EDISI.CO, BATAM– Tanggal 7 dan 11 September 2023 silam, masih meninggalakan luka mendalam bagi warga Rempang. Pada dua tanggal yang sama setahun lalu, warga menjadi korban refresif aparat, saat mempertahankan tanah leluhur mereka dari Proyek Strategis Nasional (PSN) Rempang Eco City.
Meski sudah berlalu setahun, ketidakadilan yang mereka alami belum terselesaikan, dan perjuangan warga masih terus berlanjut.

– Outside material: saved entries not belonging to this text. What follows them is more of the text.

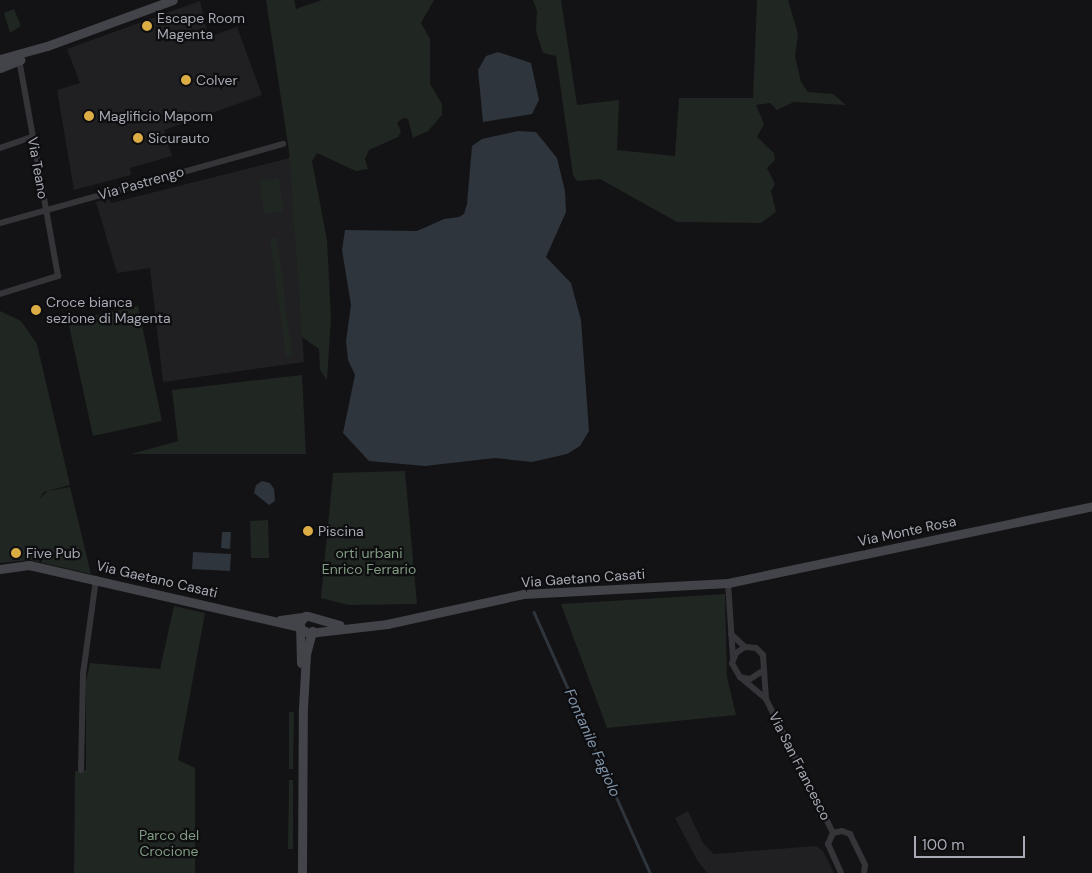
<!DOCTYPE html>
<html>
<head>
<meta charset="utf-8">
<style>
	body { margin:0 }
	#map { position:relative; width:1092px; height:873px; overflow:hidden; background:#131315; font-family:"DM Sans",sans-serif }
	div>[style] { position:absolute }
	.built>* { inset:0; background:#202022 }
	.green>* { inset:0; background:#202621 }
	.water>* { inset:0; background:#2e353c }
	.stream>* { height:2.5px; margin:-1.25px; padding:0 1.25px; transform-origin:1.25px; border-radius:1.25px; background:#2e353c }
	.street>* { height:6px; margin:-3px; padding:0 3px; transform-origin:3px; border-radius:3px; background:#353539 }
	.secondary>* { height:9px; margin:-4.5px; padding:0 4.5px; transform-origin:4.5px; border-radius:4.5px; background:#434449 }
	.dots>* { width:14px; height:14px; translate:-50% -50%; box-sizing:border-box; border:2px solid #0e0e10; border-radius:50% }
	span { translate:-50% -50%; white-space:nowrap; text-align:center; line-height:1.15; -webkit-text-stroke:4.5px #0e0e10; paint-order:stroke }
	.poi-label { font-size:14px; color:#a7aab4 }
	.left { translate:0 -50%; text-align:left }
	.street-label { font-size:14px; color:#a7aab4 }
	.park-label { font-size:14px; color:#809c82 }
	.water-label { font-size:15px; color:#8196ab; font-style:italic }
	.scale { position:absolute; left:914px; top:836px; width:111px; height:22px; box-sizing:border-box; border:2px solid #a7aab4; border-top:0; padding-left:6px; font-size:15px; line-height:18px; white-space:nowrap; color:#a7aab4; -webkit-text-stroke:4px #0e0e10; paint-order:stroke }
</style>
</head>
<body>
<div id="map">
	<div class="built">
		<i style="clip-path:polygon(200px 1px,208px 37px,237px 27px,262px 95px,164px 130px,172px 156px,130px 168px,131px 175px,74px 190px,57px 90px,80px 83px,67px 49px)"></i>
		<i style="clip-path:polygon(290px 158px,304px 362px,163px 382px,150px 268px,117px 273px,96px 202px,109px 198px,111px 203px)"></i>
		<i style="clip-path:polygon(688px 811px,703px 843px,714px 854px,816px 846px,823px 851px,834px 873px,707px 873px,697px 860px,675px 818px)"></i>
	</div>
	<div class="green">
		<i style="clip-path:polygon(266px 0,294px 0,296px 9px,322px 0,434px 0,421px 23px,430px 39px,430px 84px,442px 104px,442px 115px,428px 131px,413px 138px,408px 119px,403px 118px,397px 123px,401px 131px,398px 137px,369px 150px,365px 159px,368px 169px,356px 171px,317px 153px,312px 161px,327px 240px,331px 318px,327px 380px,320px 370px,319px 349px,302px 337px,289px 151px)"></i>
		<i style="clip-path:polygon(533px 0,561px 0,577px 105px,619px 100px,617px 150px,675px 156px,679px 98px,753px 98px,757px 0,788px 0,798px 34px,795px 56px,801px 82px,808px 92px,833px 94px,846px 105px,794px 102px,777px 110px,770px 103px,756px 105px,764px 124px,757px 137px,774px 153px,775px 160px,767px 168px,775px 184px,771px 191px,776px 212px,761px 223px,677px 222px,600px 179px,577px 181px,573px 175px,556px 56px,543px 53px,536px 31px,537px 11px)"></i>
		<i style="clip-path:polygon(14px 9px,21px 26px,10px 33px,4px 13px)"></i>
		<i style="clip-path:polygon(279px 178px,283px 212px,264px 214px,260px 180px)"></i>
		<i style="clip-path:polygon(277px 237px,292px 356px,286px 357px,270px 239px)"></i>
		<i style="clip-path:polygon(138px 306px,162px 421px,93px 436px,68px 321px)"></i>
		<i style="clip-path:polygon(0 311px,21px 321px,37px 344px,70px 485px,44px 492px,39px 499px,48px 491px,70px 487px,91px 574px,30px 560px,0 563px)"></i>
		<i style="clip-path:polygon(302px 375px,306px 454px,131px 454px,178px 441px,172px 390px)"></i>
		<i style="clip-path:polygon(405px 471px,417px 604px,349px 605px,321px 598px,333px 473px)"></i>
		<i style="clip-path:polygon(268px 520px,269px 558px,251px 558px,250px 521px)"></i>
		<i style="clip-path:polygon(725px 594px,727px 677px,736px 715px,607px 728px,561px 604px)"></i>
		<i style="clip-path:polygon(174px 606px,205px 613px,178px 760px,195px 768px,195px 873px,74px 873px,75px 771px,86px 770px,86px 681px,90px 663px,160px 669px)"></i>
		<i style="clip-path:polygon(289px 712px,294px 712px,293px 769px,289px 769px)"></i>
		<i style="clip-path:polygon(289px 780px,293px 780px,293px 849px,288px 849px)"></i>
	</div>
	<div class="water">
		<i style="clip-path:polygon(498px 52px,531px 63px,539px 100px,532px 114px,483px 122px,478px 70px,486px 56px)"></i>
		<i style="clip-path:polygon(518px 131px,536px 132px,557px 158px,565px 191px,566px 212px,546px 257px,571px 283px,581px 320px,589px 431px,580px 446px,567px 454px,532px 462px,495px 458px,425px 466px,369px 461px,343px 433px,355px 375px,348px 360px,346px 341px,351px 305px,342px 250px,345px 230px,417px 231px,444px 219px,459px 217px,464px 214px,467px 204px,472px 146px,482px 139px)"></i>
		<i style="clip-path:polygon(262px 481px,270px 483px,274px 489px,275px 501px,269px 505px,254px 493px,256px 485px)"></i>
		<i style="clip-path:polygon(222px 532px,231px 532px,230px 549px,221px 548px)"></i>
		<i style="clip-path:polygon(193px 552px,231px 554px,230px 571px,192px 569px)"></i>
	</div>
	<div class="stream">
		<i style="left:534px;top:612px;width:286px;rotate:66deg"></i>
	</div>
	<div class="street">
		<i style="left:0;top:148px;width:34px;rotate:-19deg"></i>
		<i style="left:0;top:223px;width:294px;rotate:-15.6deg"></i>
		<i style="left:0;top:294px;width:61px;rotate:-17.2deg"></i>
		<i style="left:58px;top:276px;width:219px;rotate:-100.2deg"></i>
		<i style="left:728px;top:583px;width:75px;rotate:86.2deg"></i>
		<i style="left:731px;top:634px;width:19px;rotate:43deg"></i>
		<i style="left:745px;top:647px;width:11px;rotate:5deg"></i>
		<i style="left:756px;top:648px;width:10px;rotate:45deg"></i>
		<i style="left:763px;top:655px;width:15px;rotate:86deg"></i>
		<i style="left:764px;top:670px;width:17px;rotate:147deg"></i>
		<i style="left:750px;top:679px;width:10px;rotate:-169deg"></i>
		<i style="left:740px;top:677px;width:16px;rotate:-120deg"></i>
		<i style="left:732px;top:663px;width:11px;rotate:-68deg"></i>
		<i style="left:736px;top:653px;width:11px;rotate:-34deg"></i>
		<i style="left:764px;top:670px;width:29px;rotate:86deg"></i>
		<i style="left:740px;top:677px;width:34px;rotate:40deg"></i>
		<i style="left:766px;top:699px;width:150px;rotate:63.4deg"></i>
		<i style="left:81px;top:770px;width:96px;rotate:-88.8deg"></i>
		<i style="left:83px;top:674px;width:96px;rotate:-82.2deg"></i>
		<i style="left:841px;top:873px;width:32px;rotate:-114deg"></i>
		<i style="left:828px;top:844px;width:12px;rotate:-66deg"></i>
		<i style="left:833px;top:833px;width:9px;rotate:-13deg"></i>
		<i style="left:842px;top:831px;width:9px;rotate:21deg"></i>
		<i style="left:850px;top:834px;width:34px;rotate:64deg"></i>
		<i style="left:865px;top:865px;width:8px;rotate:97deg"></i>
	</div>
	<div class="secondary">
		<i style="left:0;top:59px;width:49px;rotate:-15.5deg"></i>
		<i style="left:47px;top:46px;width:134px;rotate:-20.1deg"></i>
		<i style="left:0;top:68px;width:22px;rotate:-22deg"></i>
		<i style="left:0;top:569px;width:29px;rotate:-8deg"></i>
		<i style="left:29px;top:565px;width:277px;rotate:12.9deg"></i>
		<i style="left:280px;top:620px;width:28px;rotate:-8deg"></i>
		<i style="left:308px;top:616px;width:33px;rotate:16deg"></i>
		<i style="left:301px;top:629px;width:9px;rotate:27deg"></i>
		<i style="left:309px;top:633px;width:79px;rotate:-6.6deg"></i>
		<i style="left:387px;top:624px;width:139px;rotate:-12.4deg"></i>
		<i style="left:523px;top:594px;width:205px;rotate:-3.1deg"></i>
		<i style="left:728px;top:583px;width:372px;rotate:-11.9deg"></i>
		<i style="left:301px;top:663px;width:41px;rotate:-91.4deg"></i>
		<i style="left:300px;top:622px;width:8px;rotate:-50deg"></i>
		<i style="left:302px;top:873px;width:165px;rotate:-89.7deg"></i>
		<i style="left:303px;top:708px;width:54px;rotate:-86.8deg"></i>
		<i style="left:306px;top:654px;width:24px;rotate:-75deg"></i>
	</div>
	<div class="dots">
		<i style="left:147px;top:26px;background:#dcad44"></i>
		<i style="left:186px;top:80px;background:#dcad44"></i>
		<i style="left:89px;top:116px;background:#dcad44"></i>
		<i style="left:138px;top:138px;background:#dcad44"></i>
		<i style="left:36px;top:310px;background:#dcad44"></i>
		<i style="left:308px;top:531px;background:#dcad44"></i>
		<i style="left:16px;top:553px;background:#dcad44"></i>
	</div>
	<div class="poi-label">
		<span class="left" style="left:157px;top:26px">Escape Room<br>Magenta</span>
		<span class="left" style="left:196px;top:80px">Colver</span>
		<span class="left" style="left:99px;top:116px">Maglificio Mapom</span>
		<span class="left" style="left:148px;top:138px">Sicurauto</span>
		<span class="left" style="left:46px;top:310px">Croce bianca<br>sezione di Magenta</span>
		<span class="left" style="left:318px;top:531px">Piscina</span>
		<span class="left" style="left:26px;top:553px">Five Pub</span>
	</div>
	<div class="street-label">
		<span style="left:38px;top:168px;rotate:80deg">Via Teano</span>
		<span style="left:141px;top:183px;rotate:-16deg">Via Pastrengo</span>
		<span style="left:907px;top:531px;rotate:-12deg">Via Monte Rosa</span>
		<span style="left:583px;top:578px;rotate:-4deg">Via Gaetano Casati</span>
		<span style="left:157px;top:579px;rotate:13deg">Via Gaetano Casati</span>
		<span style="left:800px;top:766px;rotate:63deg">Via San Francesco</span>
	</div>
	<div class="park-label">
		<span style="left:369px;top:561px">orti urbani<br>Enrico Ferrario</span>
		<span style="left:169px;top:843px">Parco del<br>Crocione</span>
	</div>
	<div class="water-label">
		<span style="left:592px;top:743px;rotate:66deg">Fontanile Fagiolo</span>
	</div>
	<div class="scale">100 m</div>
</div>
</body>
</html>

Dewan Penasihat Pusat Studi Agraria Institut Pertanian Bogor University, Rina Mardiana, menyebut, penolakan warga Rempang terhadap proyek ini bukan tanpa alasan. Ada sejumlah faktor yang membuat warga menolak proyek Rempang Eco City, yang mengancam tidak hanya keberadaan tanah mereka, tetapi juga penghidupan dan hak-hak asasi mereka.
“Bagi masyarakat adat Melayu di Pulau Rempang, tanah bukan hanya tempat tinggal, tetapi juga bagian dari identitas budaya mereka yang diwariskan turun-temurun,” kata Rina, Kamis, 12 September 2024.
Relokasi paksa yang diusulkan oleh proyek ini akan memutus hubungan warga dengan tanah leluhur yang selama ini menjadi bagian dari warisan budaya mereka.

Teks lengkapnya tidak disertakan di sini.